── Listed entries ──

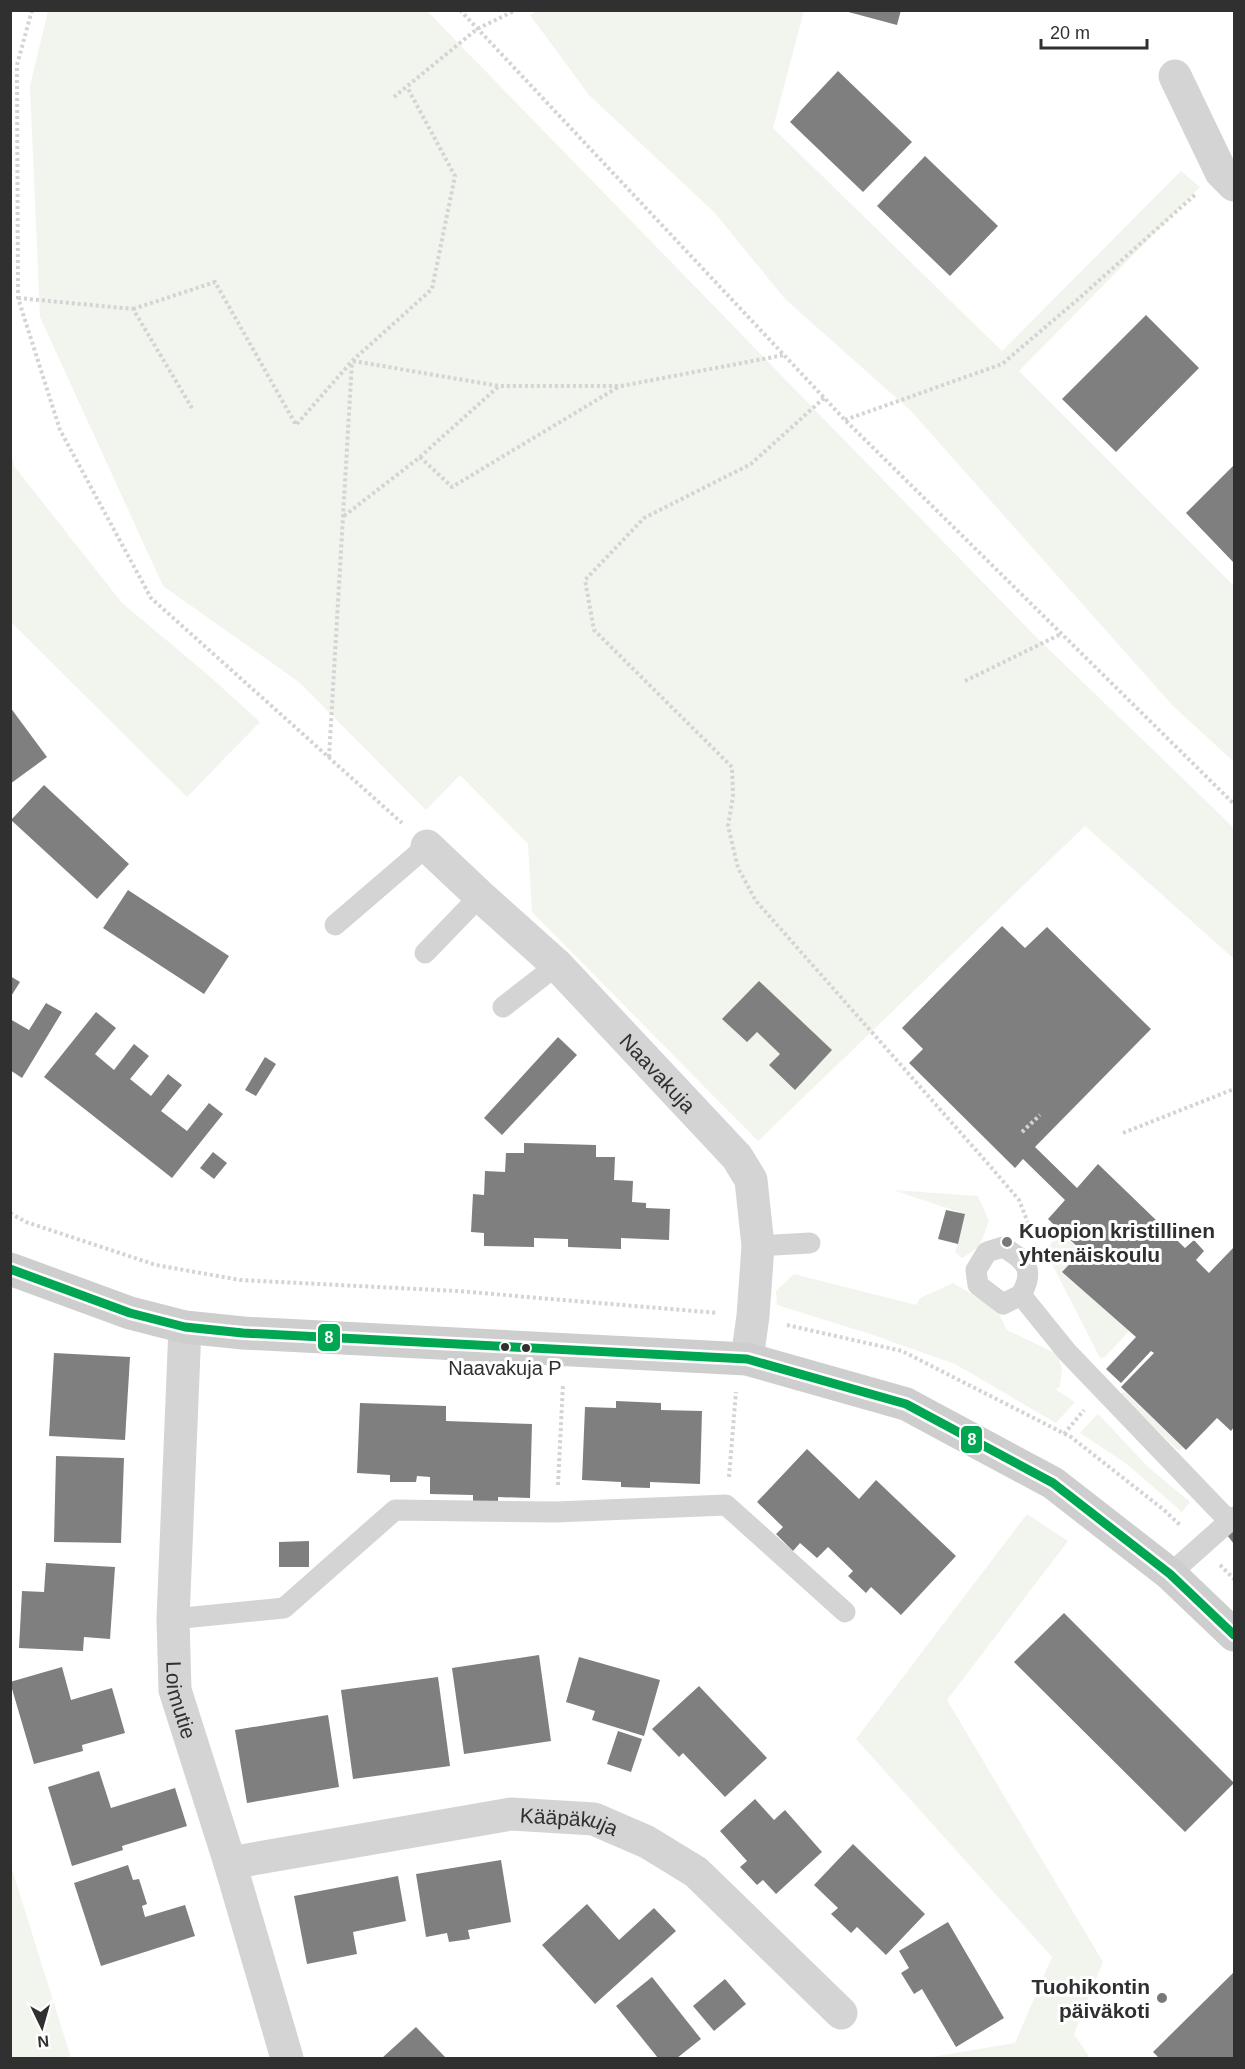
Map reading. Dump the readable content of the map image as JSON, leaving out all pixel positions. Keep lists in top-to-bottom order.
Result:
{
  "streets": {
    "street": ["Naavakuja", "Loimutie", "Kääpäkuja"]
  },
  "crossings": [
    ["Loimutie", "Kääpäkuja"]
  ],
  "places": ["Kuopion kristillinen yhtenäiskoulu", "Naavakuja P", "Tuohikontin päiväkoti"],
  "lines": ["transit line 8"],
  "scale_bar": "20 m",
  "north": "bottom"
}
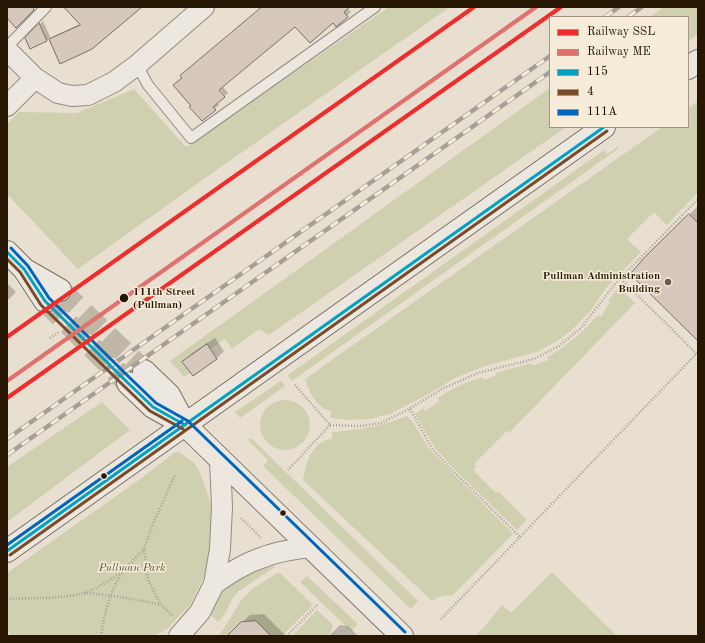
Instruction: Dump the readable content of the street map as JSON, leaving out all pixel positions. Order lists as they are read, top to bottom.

───

▸ What you are asked to do
Go through the records above and return each line in which the word "positions" occurs.

▸ Result of the exercise
Map reading. Dump the readable content of the map image as JSON, leaving out all pixel positions. Keep lists in top-to-bottom order.
Instruction: Dump the readable content of the street map as JSON, leaving out all pixel positions. Order lists as they are read, top to bottom.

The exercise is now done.